Museums, Art and Culture: Exploring Texas Treasures

Texas is renowned not only for its tremendous size, but also for its magnificent museums, significant arts influences and momentous history. Texas is proud to celebrate all these things at various attractions throughout the state. Whether in the heart of one of Texas’ dynamic cities or in a quaint, authentic country or coastal town, visitors will be able to visit world-class exhibits, explore the soul of Texas and observe the footprint of history wherever their trip takes them.  
The Dallas Arts District is the largest urban cultural district in the country and is well-known as a catalyst for creative vitality in the region. The District is home to a collection of innovative and significant architectural sites designed by four Pritzker Prize award-winning architects.  The district is home to The Dallas Museum of Art, known as one of the nation’s leading arts institutes and for its impressive collection of more than 24,000 works of art; the Nasher Sculpture Center, devoted to the exhibition and study of modern sculpture; and the Crow Collection of Asian Art. The opening of the AT&T Performing Arts Center in October of 2009 marked the long-anticipated completion of the Dallas Arts District, encompassing 10 acres of land and providing a large amount of performance arts space for local artists and performing arts organizations. 
Thirty minutes away, Fort Worth’s Cultural District is considered the “Museum Capital of the Southwest,” and is home to five museums. The Amon Carter Museum of American Art houses a preeminent collection of nineteenth and twentieth-century works of art in addition to being one of the nation’s major repositories of American photography.
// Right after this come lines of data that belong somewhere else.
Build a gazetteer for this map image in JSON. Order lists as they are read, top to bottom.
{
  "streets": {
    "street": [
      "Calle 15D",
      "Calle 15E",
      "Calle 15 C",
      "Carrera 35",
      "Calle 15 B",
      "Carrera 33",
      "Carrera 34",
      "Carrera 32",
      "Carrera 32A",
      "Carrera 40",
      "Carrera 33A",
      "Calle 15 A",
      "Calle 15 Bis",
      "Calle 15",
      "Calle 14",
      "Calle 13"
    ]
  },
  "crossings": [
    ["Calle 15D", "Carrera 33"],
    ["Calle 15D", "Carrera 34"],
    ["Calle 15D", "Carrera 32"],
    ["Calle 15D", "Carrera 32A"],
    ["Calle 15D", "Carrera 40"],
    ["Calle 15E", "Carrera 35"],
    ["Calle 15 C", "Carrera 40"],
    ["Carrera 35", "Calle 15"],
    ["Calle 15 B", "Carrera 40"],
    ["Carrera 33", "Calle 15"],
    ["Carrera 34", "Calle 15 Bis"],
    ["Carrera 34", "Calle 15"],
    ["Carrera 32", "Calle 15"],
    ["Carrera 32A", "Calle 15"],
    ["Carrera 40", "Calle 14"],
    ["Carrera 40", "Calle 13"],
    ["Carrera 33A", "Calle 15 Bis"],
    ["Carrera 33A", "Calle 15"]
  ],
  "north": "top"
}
The Kimbell Museum of Art, regarded as one of the most outstanding architectural achievements of the modern era, is internationally known for its range of collections. Nearby is the Modern Art Museum of Fort Worth, recently named to Travel + Leisure magazine’s list of “World’s Most Beautiful Museums.” Additionally, the National Cowgirl Museum and Hall of Fame and the Fort Worth Museum of Science and History offer a variety of educational fun for children and adults.  Just south of Fort Worth, the Texas Rangers, the oldest law enforcement agency in North America, are honored at the Texas Ranger Museum and Hall of Fame in Waco. Nearby, the Dr. Pepper Museum educates visitors on the history of the soft drink native to Texas. Located close by on Baylor University’s campus, the Mayborn Museum features a natural science and cultural history museum focusing on Central Texas with walk-in dioramas.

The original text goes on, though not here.